Secretary of State William Seward attempted to engage in clandestine negotiation to sell the fort despite Lincoln’s position. Realizing that resupplying the fort would be an inflammatory deed, he thought Lincoln’s adamant grip on Sumter was unwise. Much hardship would be avoided, Seward thought, if the fort could be transferred to the state peacefully. He gave assurances to Confederate diplomats throughout March that the fort would be abandoned, much like other federal forts that existed within the Confederate states. These pledges, of course, never came to fruition.

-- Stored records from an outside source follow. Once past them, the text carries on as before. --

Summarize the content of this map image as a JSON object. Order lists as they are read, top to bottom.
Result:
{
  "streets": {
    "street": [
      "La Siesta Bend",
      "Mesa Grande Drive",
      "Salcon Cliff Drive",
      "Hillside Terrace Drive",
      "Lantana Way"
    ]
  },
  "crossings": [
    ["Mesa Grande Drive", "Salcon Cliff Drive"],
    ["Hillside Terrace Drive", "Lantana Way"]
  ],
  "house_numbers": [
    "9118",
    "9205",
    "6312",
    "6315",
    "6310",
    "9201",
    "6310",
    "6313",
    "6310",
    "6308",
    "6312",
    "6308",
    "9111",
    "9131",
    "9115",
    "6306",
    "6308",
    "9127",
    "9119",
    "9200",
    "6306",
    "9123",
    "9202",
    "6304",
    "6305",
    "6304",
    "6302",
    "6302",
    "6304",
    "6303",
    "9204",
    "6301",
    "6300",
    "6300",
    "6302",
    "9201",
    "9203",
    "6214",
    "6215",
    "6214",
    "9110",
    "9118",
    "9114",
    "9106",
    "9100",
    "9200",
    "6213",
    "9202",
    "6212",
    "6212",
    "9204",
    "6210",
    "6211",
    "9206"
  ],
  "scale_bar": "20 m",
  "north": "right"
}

In the end, Lincoln directed the supply ships to the fort, and sent warning to South Carolina’s governor, Francis Pickens. The governor responded with an explicit ultimatum that any attempt to resupply the fort was a violation of the law of nations, and would be treated as an act of war. Positioned in the middle of Charleston Harbor, the government would not allow such a trespass on its own dominion. Following through with this warning, the fort was fired upon from various artillery batteries surrounding the harbor. Shots lasting 34 hours forced the occupants to surrender Fort Sumter to South Carolina, though there were zero casualties.

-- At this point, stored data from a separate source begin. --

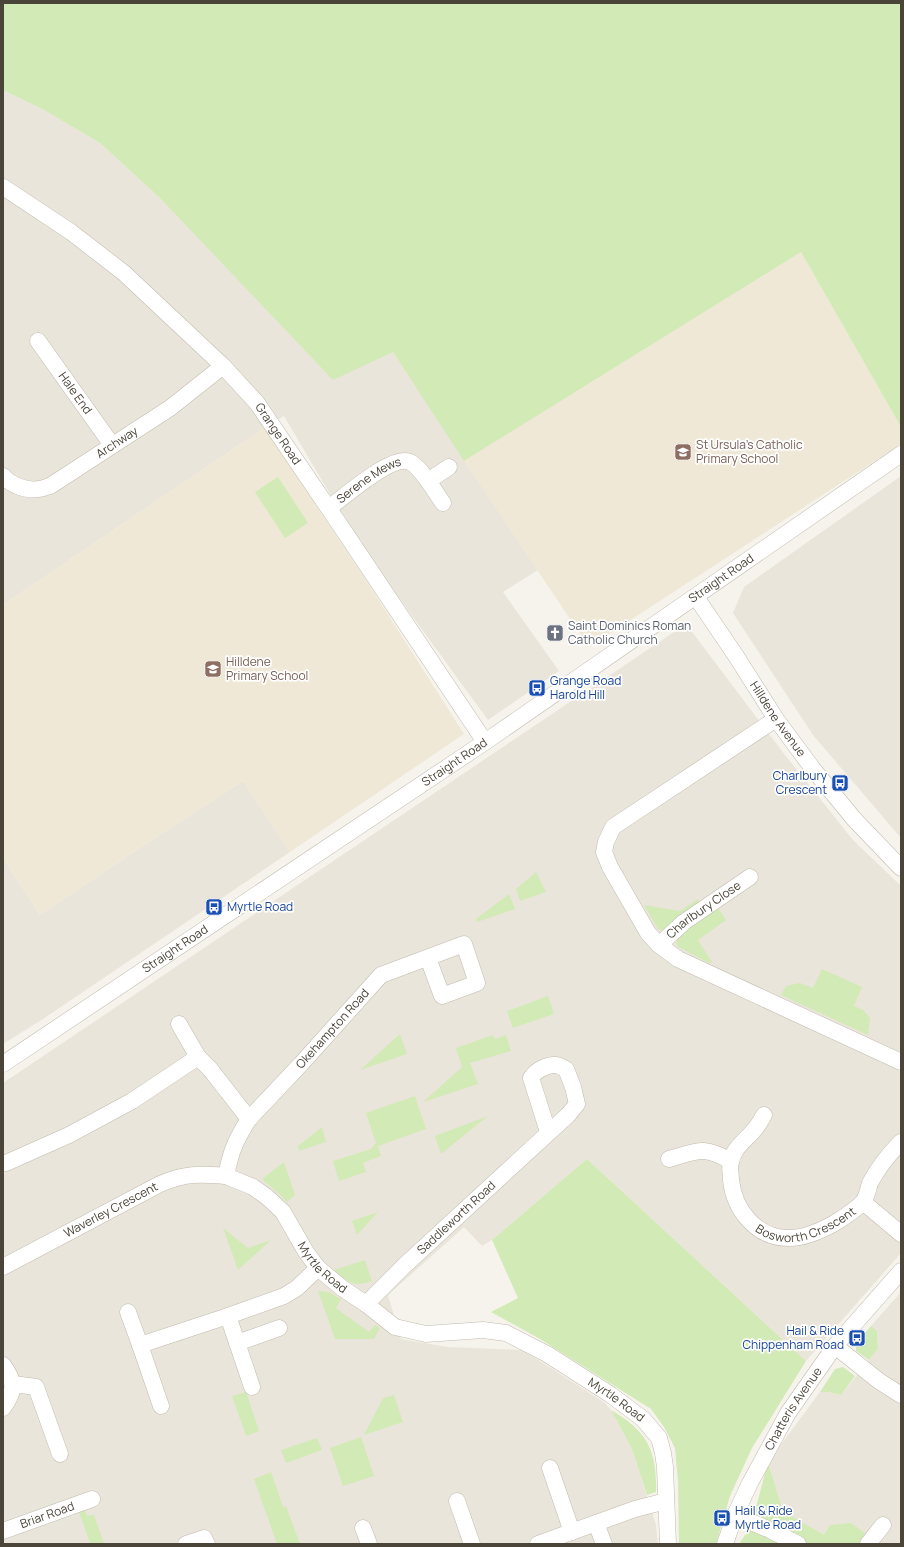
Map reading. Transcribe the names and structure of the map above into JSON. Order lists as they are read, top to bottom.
{
  "streets": {
    "street": [
      "Hale End",
      "Grange Road",
      "Archway",
      "Serene Mews",
      "Straight Road",
      "Hilldene Avenue",
      "Charlbury Close",
      "Okehampton Road",
      "Waverley Crescent",
      "Bosworth Crescent",
      "Saddleworth Road",
      "Myrtle Road",
      "Chatteris Avenue",
      "Briar Road"
    ]
  },
  "crossings": [
    ["Hale End", "Archway"],
    ["Grange Road", "Archway"],
    ["Grange Road", "Serene Mews"],
    ["Grange Road", "Straight Road"],
    ["Straight Road", "Hilldene Avenue"],
    ["Waverley Crescent", "Myrtle Road"],
    ["Saddleworth Road", "Myrtle Road"]
  ],
  "places": {
    "school or university": ["St Ursula's Catholic Primary School", "Hilldene Primary School"],
    "church": ["Saint Dominics Roman Catholic Church"],
    "bus stop": [
      "Grange Road Harold Hill",
      "Charlbury Crescent",
      "Myrtle Road",
      "Hail & Ride Chippenham Road",
      "Hail & Ride Myrtle Road"
    ]
  }
}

In a May 1 letter to a friend, Lincoln admitted that Fort Sumter served as a vehicle to start a war with the southern states: “You and I both anticipated that the cause of the country would be advanced by making the attempt to provision Fort Sumter, even if it should fail.” Two months later, Lincoln reiterated his satisfaction to another friend, which was captured in his journal: “The plan succeeded. They attacked Sumter – it fell, and thus, did more service than it otherwise could.”

Among southerners and northern opponents of the president, Lincoln’s decision was widely interpreted as a hostile action against a sovereign state and as a violation of the law of nations. On the other hand, the event also triggered a coalition of support for the president – including the president’s former political opponent Stephen Douglas – who portrayed southerners as the true aggressors in the episode. Either way, Lincoln’s self-admitted attempt to provoke war served as the catalyst for the bloodiest conflict in North American history.

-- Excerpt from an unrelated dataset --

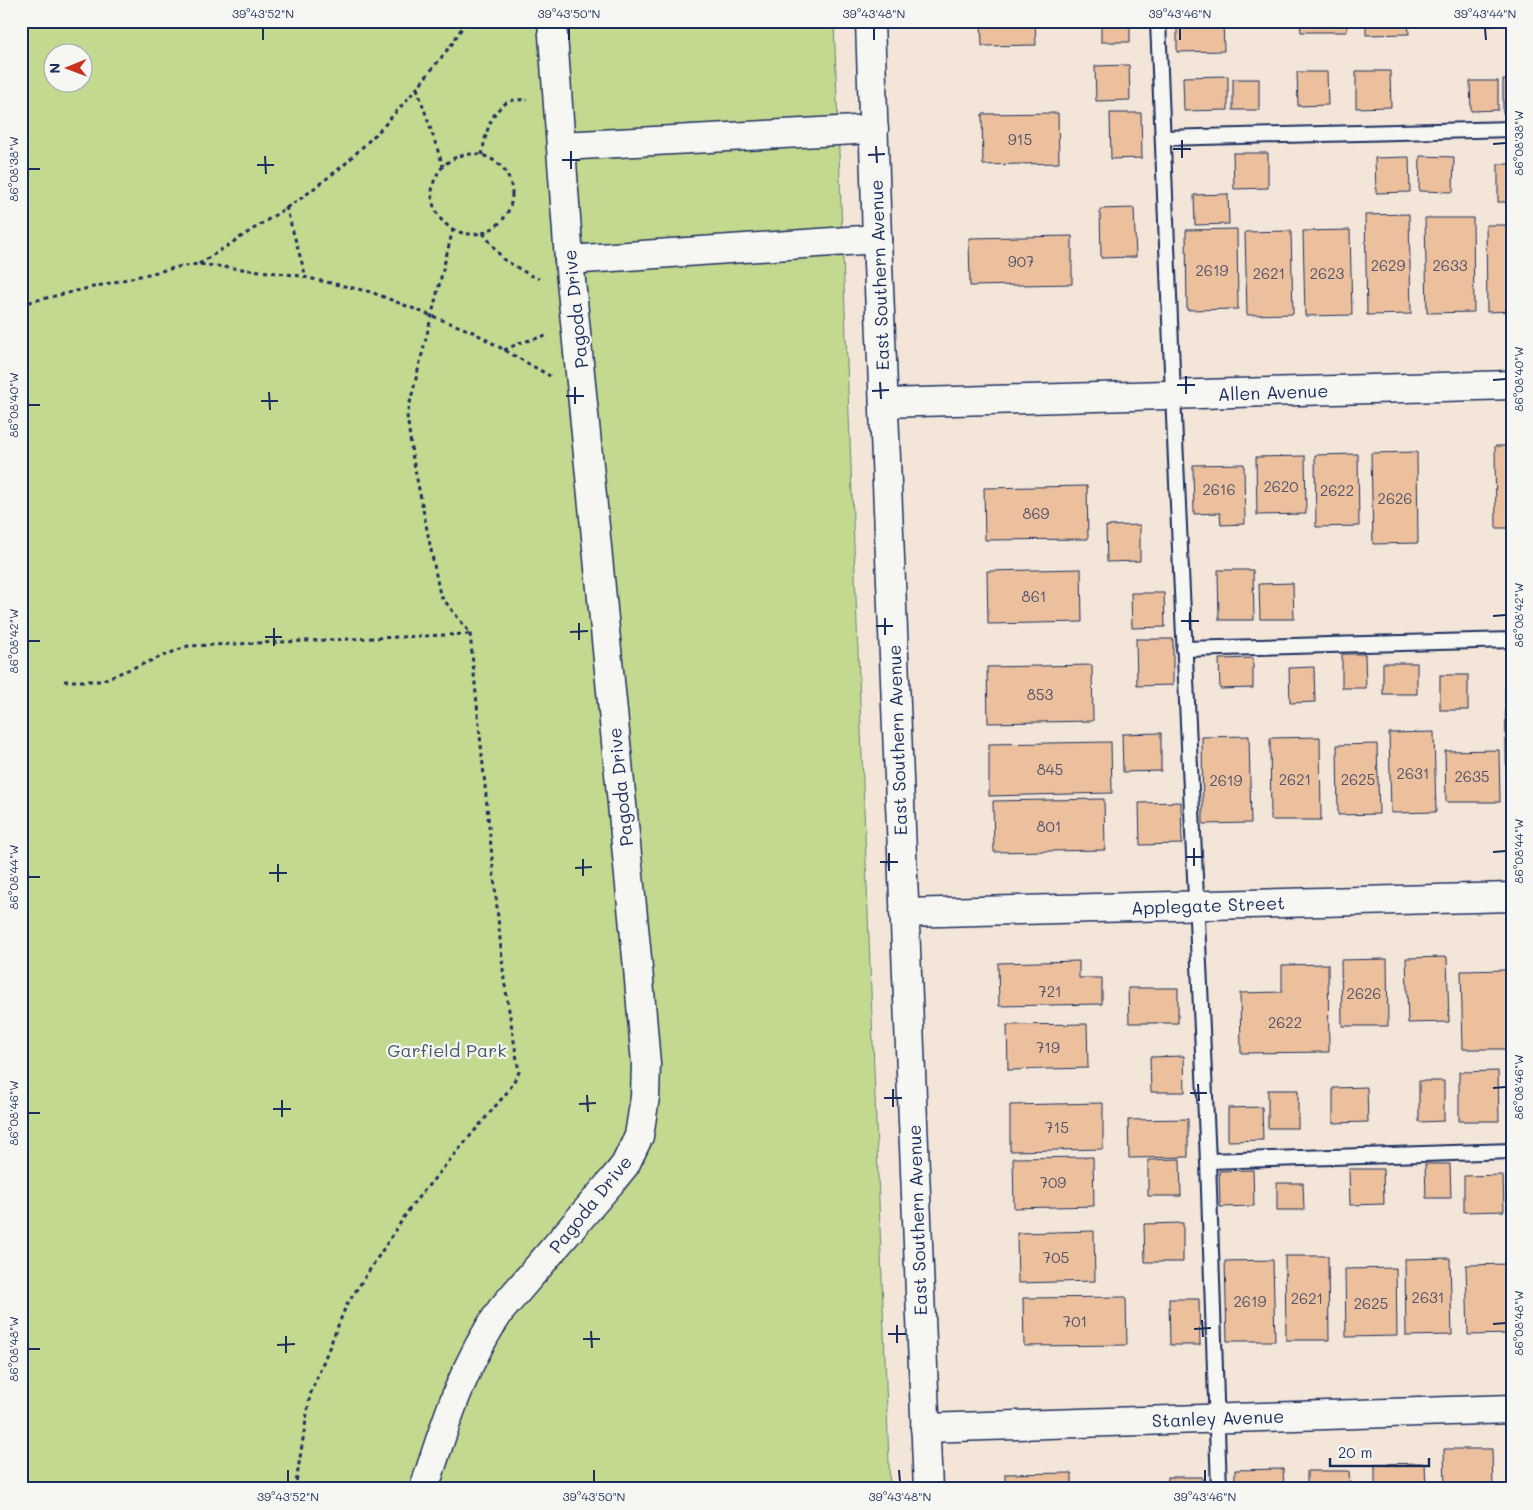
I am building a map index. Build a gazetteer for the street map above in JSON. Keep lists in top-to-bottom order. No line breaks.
{"streets":{"street":["East Southern Avenue","Pagoda Drive","Allen Avenue","Applegate Street","Stanley Avenue"]},"crossings":[["East Southern Avenue","Allen Avenue"],["East Southern Avenue","Applegate Street"],["East Southern Avenue","Stanley Avenue"]],"parks":["Garfield Park"],"house_numbers":["915","907","2629","2633","2619","2621","2623","2620","2616","2622","2626","869","861","853","845","2631","2635","2621","2625","2619","801","721","2626","2622","719","715","709","705","2631","2621","2619","2625","701"],"scale_bar":"20 m","north":"left","coordinates":["39°43'52\"N","39°43'50\"N","39°43'48\"N","39°43'46\"N","39°43'44\"N","86°08'38\"W","86°08'40\"W","86°08'42\"W","86°08'44\"W","86°08'46\"W","86°08'48\"W"]}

In the aftermath of the event, Lincoln unilaterally called for a 75,000-man army to be raised, with the sole purpose of invading the South, while Congress was not in session. Perceived as a provocative and unprecedented gesture of aggression, four additional states – Virginia, Tennessee, Arkansas, and North Carolina – seceded from the union. Prior to the call to raise an army, these states had decided to remain within the union because they did not think Lincoln would endeavor to do what the Deep South states had warned. Tennessee, for its part, even rejected secession over allegations that the Lincoln administration would interfere with slavery via a statewide referendum in February of the same year. Similarly, Virginia called for an initial convention that culminated with a refusal to secede over the issue of slavery.

Arkansas’ declaration of secession conveyed that its departure hinged upon Lincoln’s declaration that “war should be waged against such States until they should be compelled to submit to their rule,” an action of “inhuman design” deemed “disgraceful and ruinous to the State of Arkansas.” According to Governor of Tennessee Isham Harris, the general government had embodied, “in all the elements of power, of a purely sectional party, whose bond of union is uncompromising hostility to the rights and institutions of the fifteen Southern States, have produced a crisis in the affairs of the country, unparalleled in the history of the past.”